From October 2001, government officials have been allowed to use their maiden surnames at work upon request. Since then, using “common names” in the workplace has become fairly typical for women, including lawmakers such as internal affairs minister Sanae Takaichi and Environment Minister Tamayo Marukawa.

“For the most part, the problem started because women wanted to use their maiden names,” Yagi says. “In my opinion, I think that the surname issue has pretty much been resolved because the use of maiden names as common names has effectively been put into practice.”

Divided opinion

By using a common name, however, women essentially have to juggle two names.
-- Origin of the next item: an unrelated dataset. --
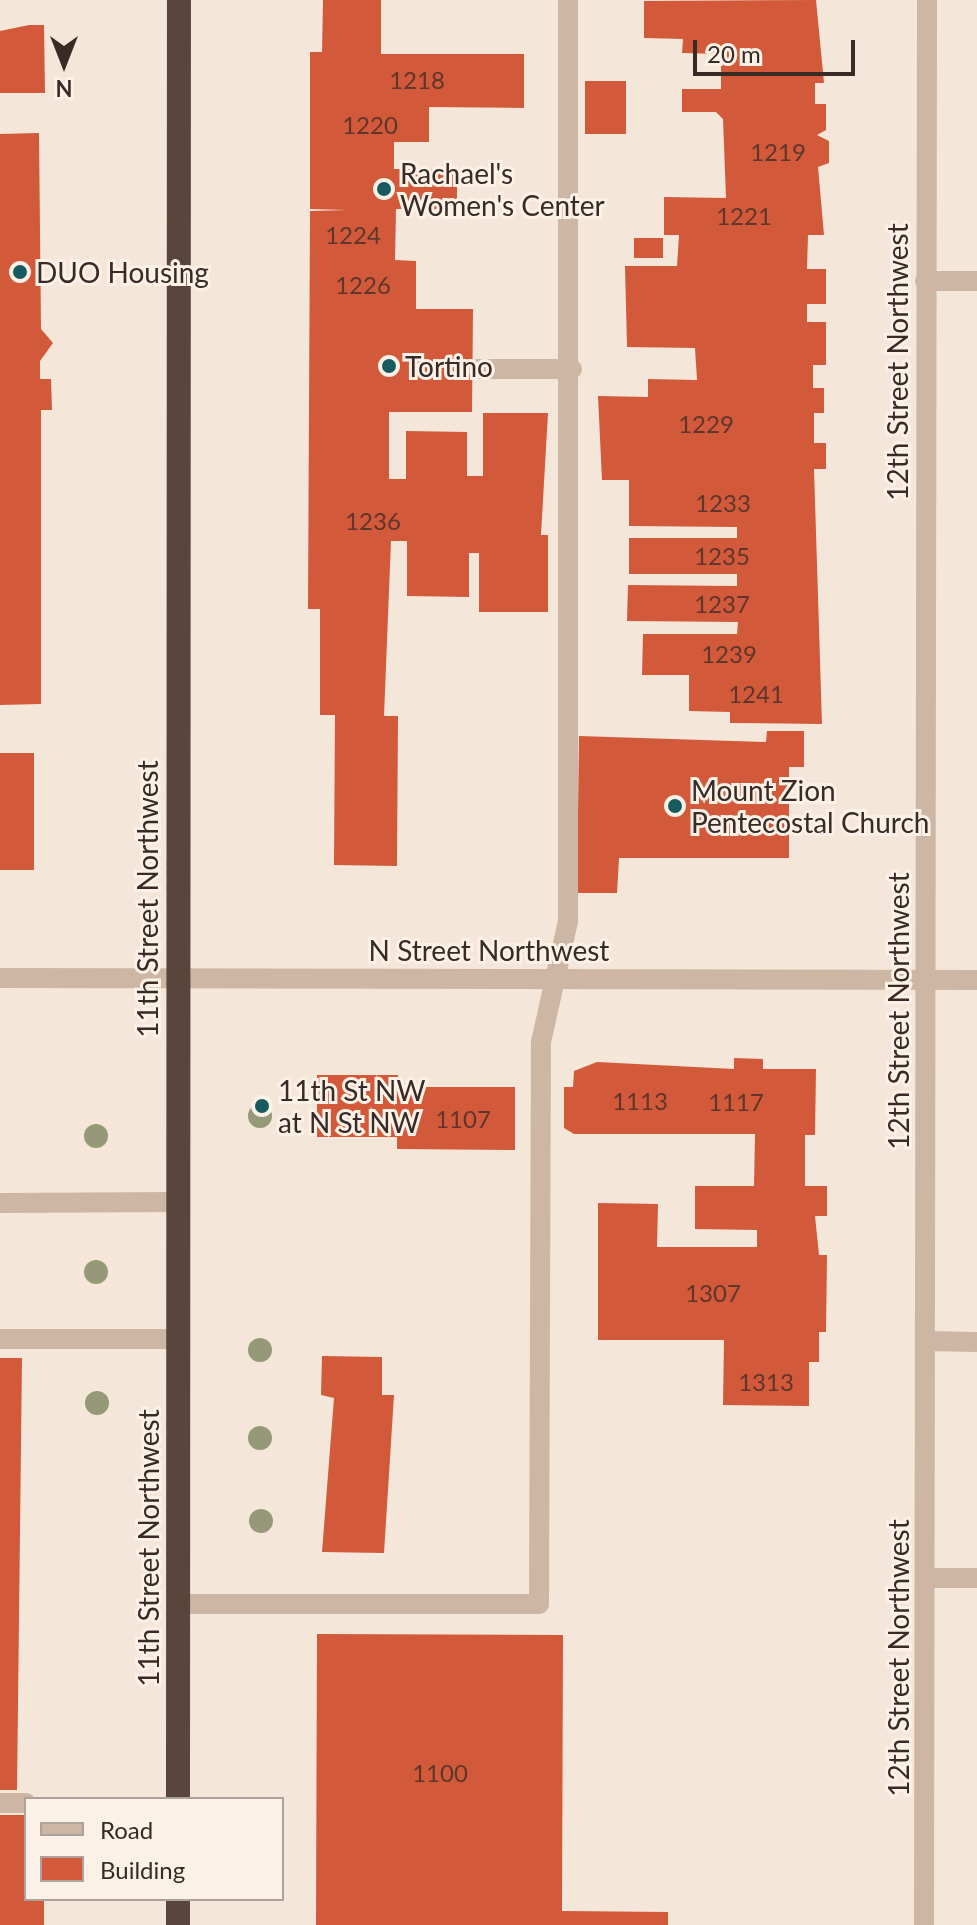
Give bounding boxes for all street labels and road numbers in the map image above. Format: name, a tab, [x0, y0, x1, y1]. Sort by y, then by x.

Official documents, including health insurance and driving licenses, must have a woman’s married name in accordance to the official name as written in the family registry.
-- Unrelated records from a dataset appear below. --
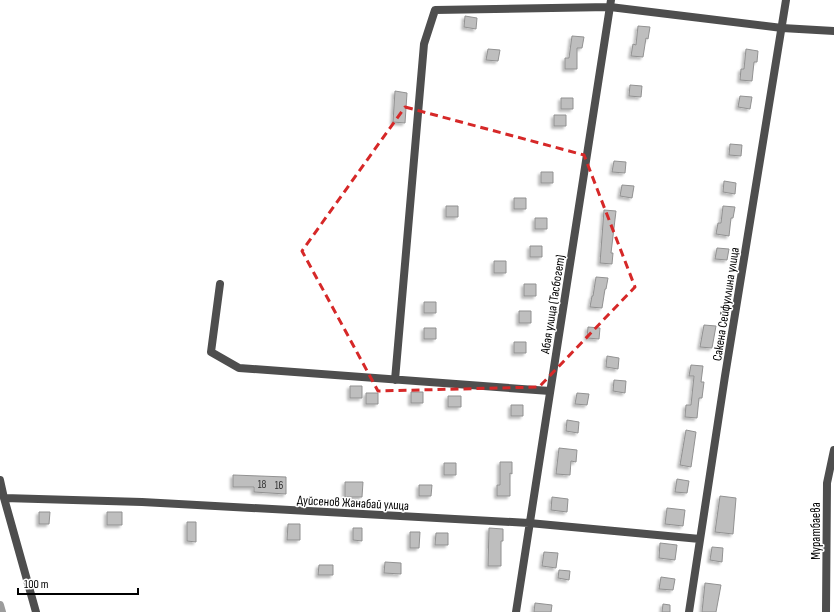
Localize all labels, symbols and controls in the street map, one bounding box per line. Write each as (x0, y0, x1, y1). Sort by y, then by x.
street label: Сакена Сейфуллина улица (709, 246, 743, 362)
street label: Абая улица (Тасбогет) (537, 253, 569, 356)
house number: 18 (258, 478, 267, 491)
house number: 16 (275, 479, 284, 492)
street label: Дуйсенов Жанабай улица (296, 492, 409, 514)
street label: Муратбаева (808, 502, 824, 560)
scale bar (18, 570, 138, 596)
text: 100 m (24, 577, 49, 592)

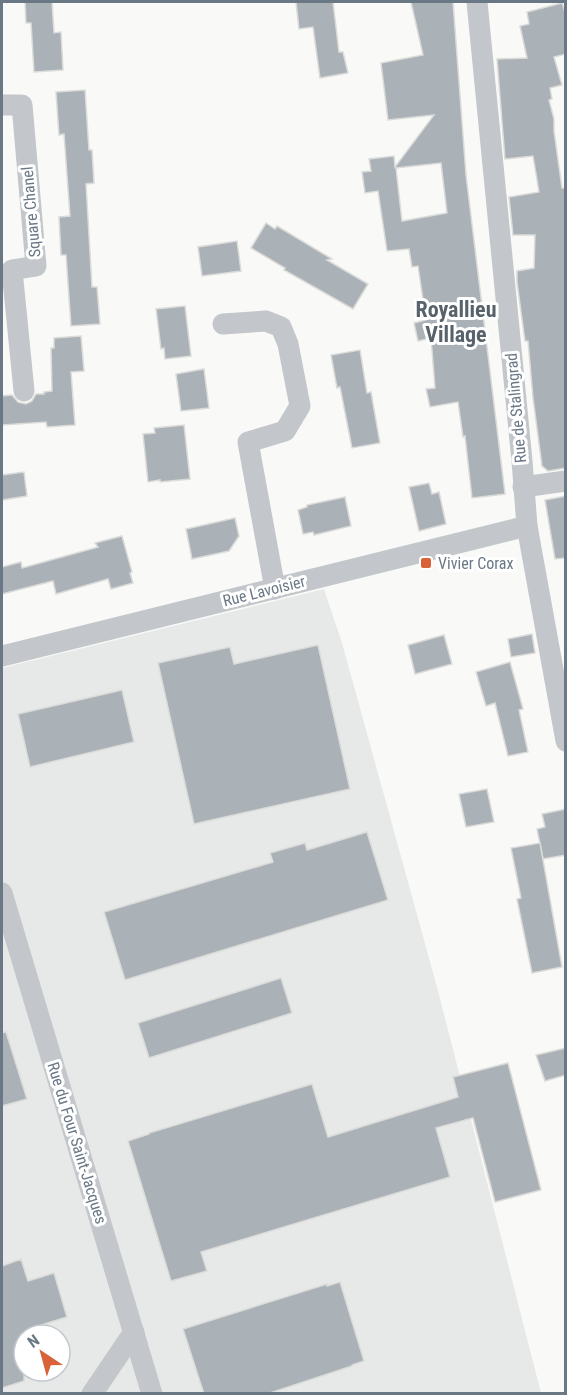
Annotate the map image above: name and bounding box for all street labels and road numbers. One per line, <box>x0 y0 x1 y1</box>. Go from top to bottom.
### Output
street label: Square Chanel <box>18 166 44 258</box>
street label: Rue de Stalingrad <box>502 352 530 464</box>
street label: Rue Lavoisier <box>221 572 307 610</box>
street label: Rue du Four Saint-Jacques <box>43 1060 111 1226</box>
In Japan, each person’s legal status is recorded on a family registry, which lists information on such things as their nationality, date of birth, place of birth and marital status.
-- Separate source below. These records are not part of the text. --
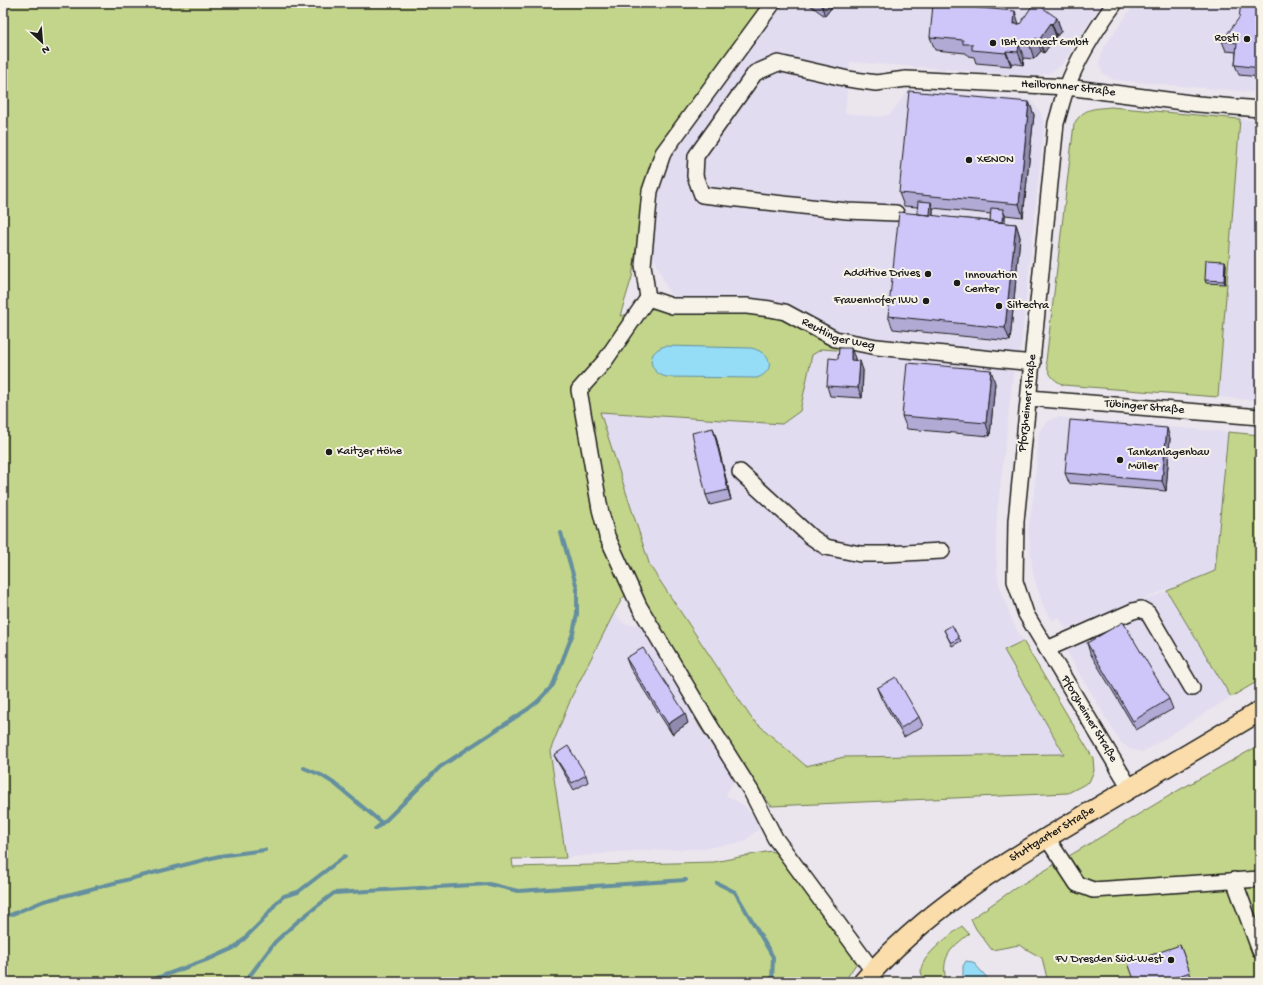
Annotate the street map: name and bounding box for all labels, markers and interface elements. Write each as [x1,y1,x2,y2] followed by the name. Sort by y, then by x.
[22,22,62,62] north arrow
[1215,32,1239,46] place label: Rosti
[1242,34,1252,44] marker: Rosti
[1001,36,1089,50] place label: IBH connect GmbH
[988,38,998,48] marker: IBH connect GmbH
[40,42,51,56] text: N
[1021,78,1117,100] street label: Heilbronner Straße
[976,153,1014,167] place label: XENON
[964,155,974,165] marker: XENON
[844,267,921,281] place label: Additive Drives
[923,269,933,279] marker: Additive Drives
[965,269,1017,297] place label: Innovation Center
[952,278,962,288] marker: Innovation Center
[833,294,918,308] place label: Frauenhofer IWU
[921,296,931,306] marker: Frauenhofer IWU
[1007,299,1049,313] place label: Siltectra
[994,301,1004,311] marker: Siltectra
[799,315,876,353] street label: Reutlinger Weg
[1016,353,1040,453] street label: Pforzheimer Straße
[1103,397,1186,418] street label: Tübinger Straße
[337,445,403,459] place label: Kaitzer Höhe
[1127,446,1210,474] place label: Tankanlagenbau Müller
[324,447,334,457] marker: Kaitzer Höhe
[1115,455,1125,465] marker: Tankanlagenbau Müller
[1057,673,1120,766] street label: Pforzheimer Straße
[1007,803,1098,866] street label: Stuttgarter Straße
[1054,953,1164,967] place label: FV Dresden Süd-West
[1166,955,1176,965] marker: FV Dresden Süd-West

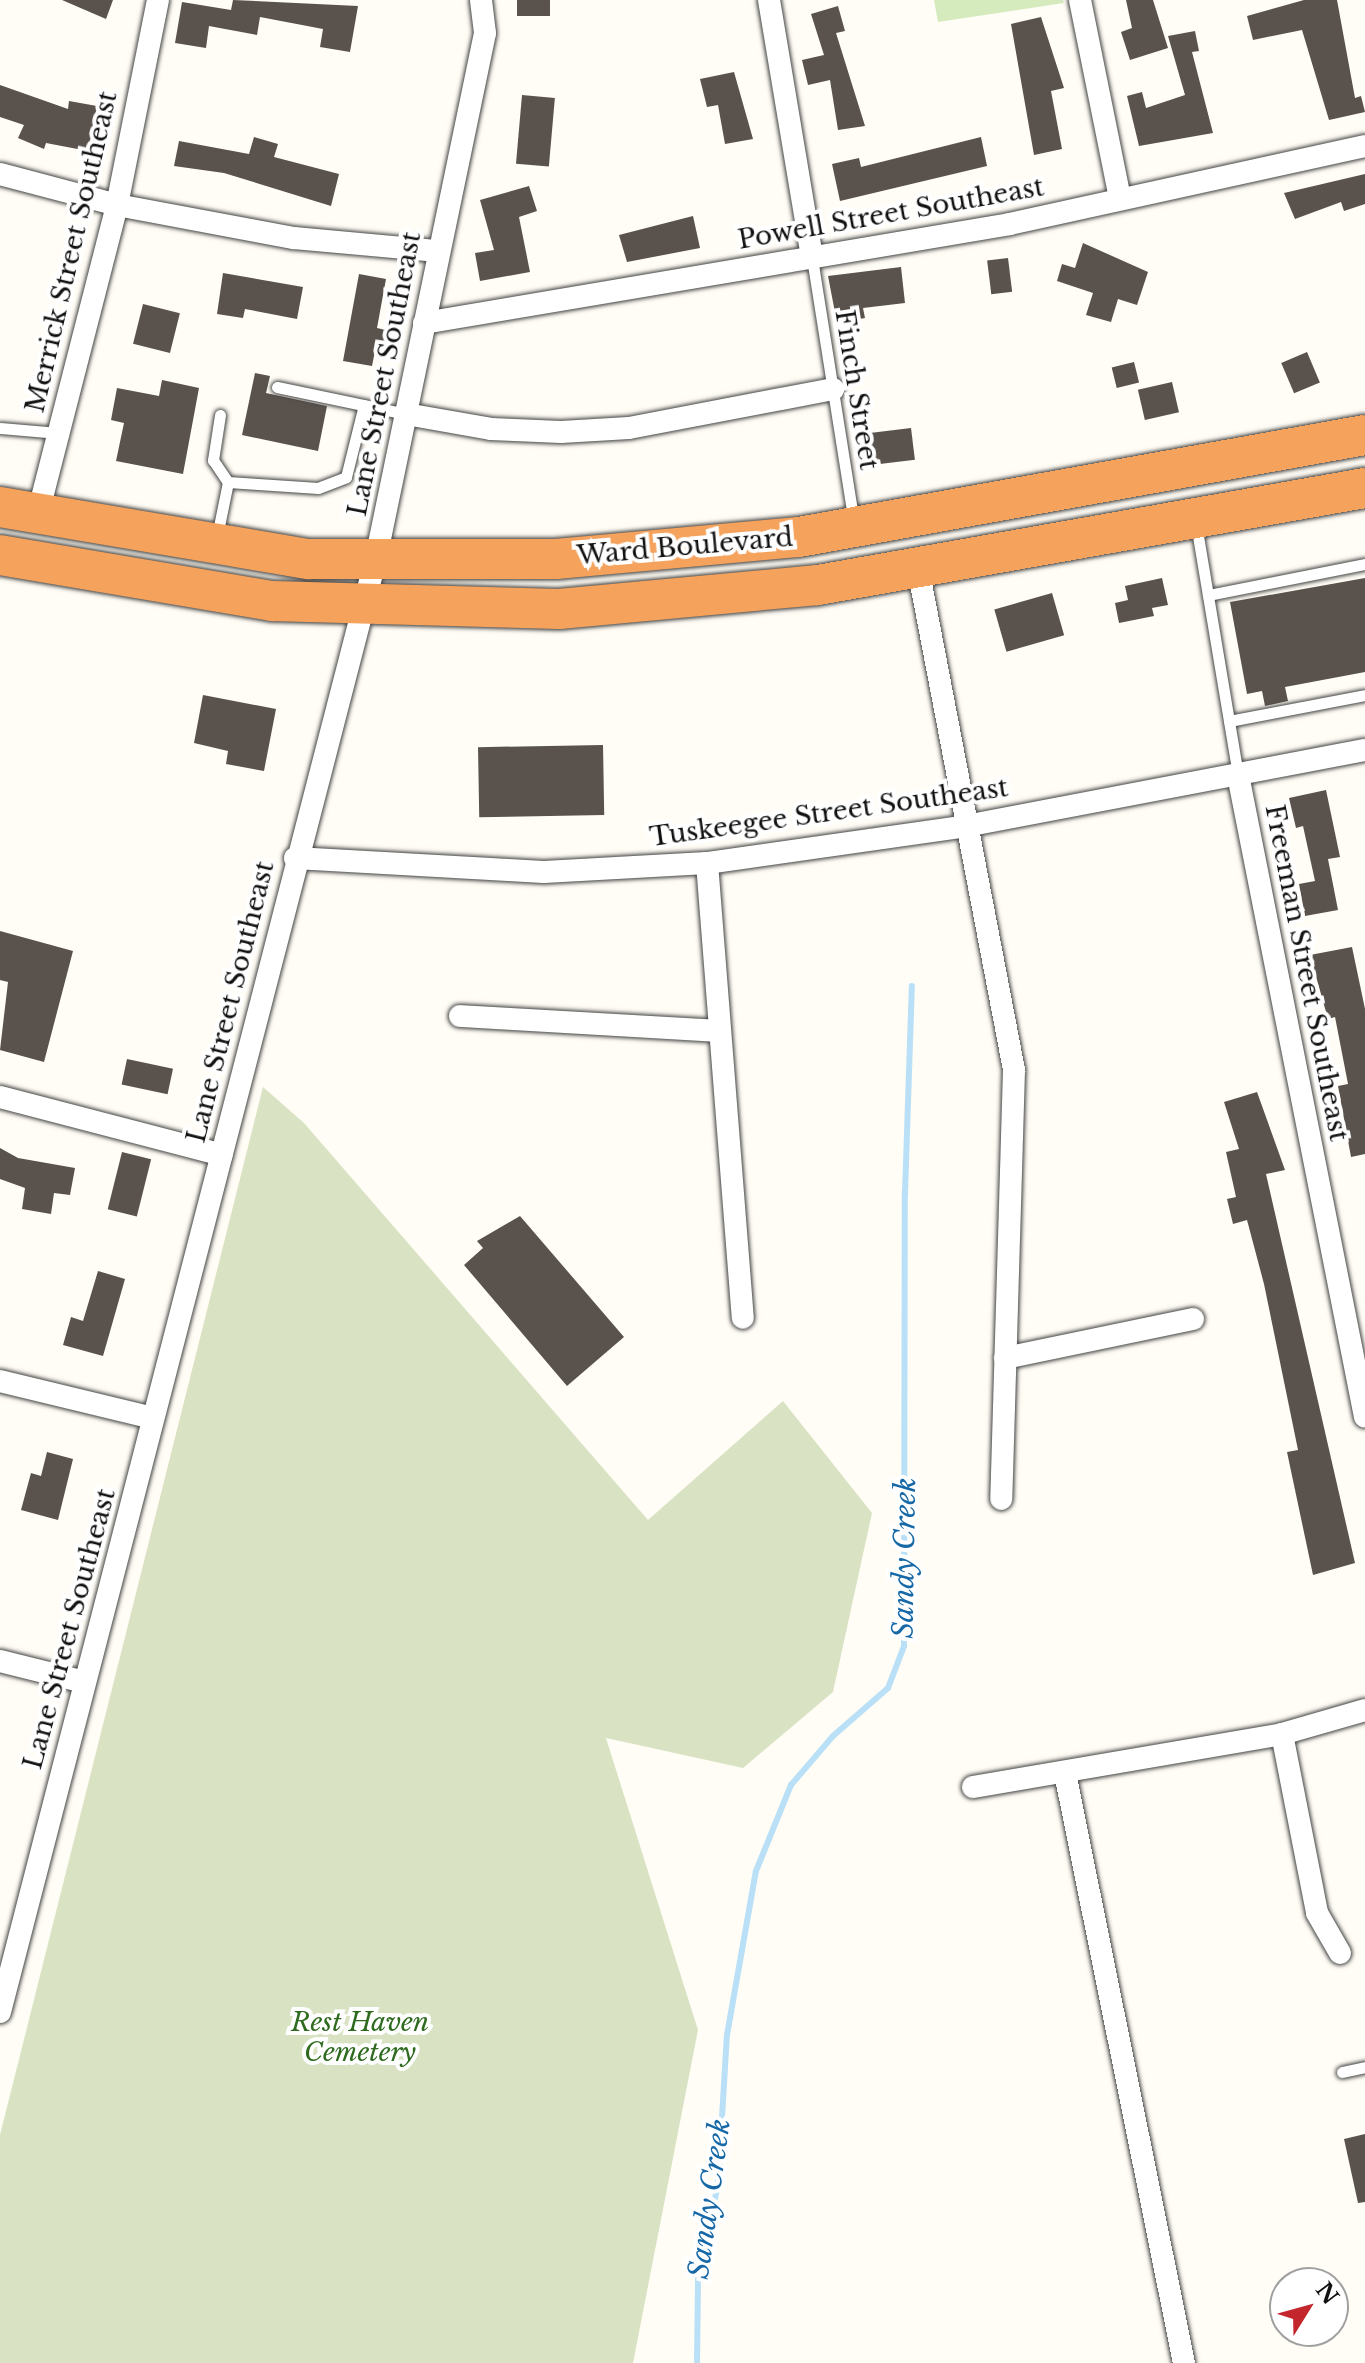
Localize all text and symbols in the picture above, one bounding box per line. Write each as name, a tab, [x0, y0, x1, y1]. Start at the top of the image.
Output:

The system is used in very few countries around the world, including Japan and Taiwan, while South Korea abolished it in 2008.

Yagi says those supporting a revision to legislation that would allow separate surnames to be used are ultimately trying to abolish the family registry system altogether.

“The family registry identifies couples and their children as one unit … and this unity is what protects the welfare of the children,” Yagi says. “It also ties families together, making it more difficult for couples to separate and/or divorce. I am concerned that without the family registry, more and more people will fall into a cycle of marriage and divorce.”

Opinion polls suggest people are divided on the issue. In 2012, 35.5 percent supported a revision of Article 750, while 36.4 percent were against any changes to the law and argued that married couples should have the same surname. The numbers also show a decline of those in favor of being able to choose separate last names from what was 42.1 percent in 2001.

Twenty-four percent of the respondents also believed spouses should have the same last names but they weren’t opposed to a revision that would allow women to use their maiden names legally as well.

Yagi, who has known Prime Minister Shinzo Abe for about 20 years and is known as the brains behind Abe’s core conservative policies, says Abe is strongly opposed to the introduction of legalizing different surnames.

“Opposing different surnames has become a sort of symbol for Abe who says that he cannot see eye to eye with people who support it,” Yagi says. “He talks about female empowerment but that’s a completely different story from this issue. He is a man of principle.”

The decision, however, may be taken out of the prime minister’s hands.

Five people have filed a lawsuit against the government, arguing that the existing legislation that requires married couples to adopt the same surname violates gender equality as guaranteed under the country’s Constitution.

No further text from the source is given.